Da der Schluss der vom Komponisten in Partitur unvollendet hinterlassenen Oper bereits in den 1934 von Erich Kleiber in Berlin uraufgeführten „Sinfonischen Stücken aus der Oper Lulu“ vorlag, war er schon vor der ersten kompletten Aufführung, 1979 in Paris, wiederholt in Bühnenaufführungen eingeflossen, etwa in Wieland Wagners (auch als ZDF-Aufzeichnung vorliegende) Stuttgarter Inszenierung.

Nur wenig vollständiger ist nun die Baseler Fassung, in der zwar das ganze London-Bild aus der Cerha-Fassung berücksichtigt, aber der erste Teil des dritten Aktes, das Paris-Bild, gestrichen ist. Letzteres passierte offenbar erst im Probenprozess selbst, denn die Vorankündigung weist noch die Besetzung der nur im ersten Bild des dritten Aktes auftauchenden Rollen aus, und auch der Besetzungszettel ist diesbezüglich nicht ganz stimmig.

Der katalanische Regisseur Calixto Bieito hat die Geschichte konsequent ins Heute verlegt, mit ungebremster Drastik in der dominierenden sexuellen Ebene der auf Frank Wedekinds zunächst verbotenen Tragödien „Erdgeist“ und „Büchse der Pandora“ basierenden Handlung. In Alfons Flores’ ästhetisch unterkühlten Grundraum, mit Plexiglasboden, Leuchtstoffrören und auch vertikal fahrenden Aliminiumtraversen, geht es heiß und brutal her. Auf einem pinkfarbigen Pferd startet der Tierbändiger (Andrew Murphy) als ein Cowboy mit Mikroport und Peitsche (Kostüme: Ingo Krügler); er verspeist eine Barbiepuppe, um dann, mit Popcorntüte bewaffnet, als Betrachter die quasi filmische Aktion hautnah zu erleben, bis er als Rodrigo selbst Teil dieser Handlung und am Ende des zweiten Aktes von Dr. Schöns Sohn Alwa erdrosselt wird.
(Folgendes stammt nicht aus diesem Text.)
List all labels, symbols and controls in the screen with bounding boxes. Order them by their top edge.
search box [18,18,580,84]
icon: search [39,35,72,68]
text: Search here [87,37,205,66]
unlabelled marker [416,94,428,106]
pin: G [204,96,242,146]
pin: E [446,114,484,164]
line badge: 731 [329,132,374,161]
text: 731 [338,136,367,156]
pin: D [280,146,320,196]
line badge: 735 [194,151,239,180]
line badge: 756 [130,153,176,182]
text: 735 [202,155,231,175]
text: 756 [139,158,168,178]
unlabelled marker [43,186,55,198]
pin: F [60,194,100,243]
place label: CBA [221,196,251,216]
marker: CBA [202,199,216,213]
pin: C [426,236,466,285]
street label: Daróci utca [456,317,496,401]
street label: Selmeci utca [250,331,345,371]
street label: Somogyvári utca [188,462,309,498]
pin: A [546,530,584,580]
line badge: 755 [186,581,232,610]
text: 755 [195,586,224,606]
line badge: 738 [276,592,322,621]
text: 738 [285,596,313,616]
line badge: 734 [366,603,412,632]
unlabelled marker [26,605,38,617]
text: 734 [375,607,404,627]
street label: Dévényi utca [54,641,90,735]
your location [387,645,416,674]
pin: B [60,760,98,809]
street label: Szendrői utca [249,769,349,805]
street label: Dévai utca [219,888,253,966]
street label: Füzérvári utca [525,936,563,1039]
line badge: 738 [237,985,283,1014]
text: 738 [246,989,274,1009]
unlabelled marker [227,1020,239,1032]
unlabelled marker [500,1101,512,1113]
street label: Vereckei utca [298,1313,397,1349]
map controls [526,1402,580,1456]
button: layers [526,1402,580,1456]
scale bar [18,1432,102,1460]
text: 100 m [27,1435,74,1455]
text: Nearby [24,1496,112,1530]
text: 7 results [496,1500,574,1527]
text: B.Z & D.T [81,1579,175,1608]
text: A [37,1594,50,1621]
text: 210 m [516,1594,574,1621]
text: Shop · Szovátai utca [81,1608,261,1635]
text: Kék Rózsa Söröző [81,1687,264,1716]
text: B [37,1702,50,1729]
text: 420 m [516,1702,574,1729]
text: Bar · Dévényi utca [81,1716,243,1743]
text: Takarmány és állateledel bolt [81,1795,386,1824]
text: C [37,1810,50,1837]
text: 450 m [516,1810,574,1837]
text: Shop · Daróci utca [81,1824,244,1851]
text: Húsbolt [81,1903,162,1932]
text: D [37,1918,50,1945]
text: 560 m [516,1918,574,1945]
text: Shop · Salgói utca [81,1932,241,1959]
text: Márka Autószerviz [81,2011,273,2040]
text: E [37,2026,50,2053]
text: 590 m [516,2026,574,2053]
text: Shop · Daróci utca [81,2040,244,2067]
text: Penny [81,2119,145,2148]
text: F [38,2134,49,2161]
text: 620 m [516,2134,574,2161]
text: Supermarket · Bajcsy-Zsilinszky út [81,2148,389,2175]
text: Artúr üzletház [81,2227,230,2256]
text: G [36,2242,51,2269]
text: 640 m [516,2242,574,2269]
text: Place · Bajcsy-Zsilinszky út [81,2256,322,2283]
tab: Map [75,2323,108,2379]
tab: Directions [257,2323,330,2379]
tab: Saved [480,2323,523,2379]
Der erfolgsverwöhnte Maler ist hier ein Fotograf: seine hot Shots von Lulus Positionen sieht der Zuschauer sogleich auf einem Screen. Die bühnenhohen, farbigen Akt- und Pornofotos Lulus begrenzen sodann seinen Lebensraum. Hier hinein stößt der Penner Schigolch mit Einkaufswagen; der farbige Bassbariton Allan Evans bringt die Assoziation der (im Text gleichermaßen apostrophierten, wie geleugneten) Vaterschaft zur ebenfalls farbigen Lulu mit, die er gleichwohl sofort befriedigt. Hier bespringt, ohrfeigt und befriedigt Lulu den ihr hörigen Dr. Schön, hier verblutet der Maler mit durchschnittener Halsschlagader. Die Revue von Alwa (leider stark indisponiert: Erin Caves) spielt in einem Nachtclub. Bei Lulus Animiertanz, in einem schwebenden, goldenen Käfig, ist schon der Gymnasiast zugegen, hier als pralle Gymnasiastin, die auch den Gesangspart der Theatergarderobiere übernimmt (Aurea Marston), sich später mit Lulu und Gräfin Geschwitz zum Lesben-Dreier paart und am Ende des zweiten Aktes die Pulsadern aufschneidet. Der Abschiedbrief an Dr. Schöns Verlobte ist eine SMS, die Lulu, mit Stöckelschuhen auf ihm, diktiert.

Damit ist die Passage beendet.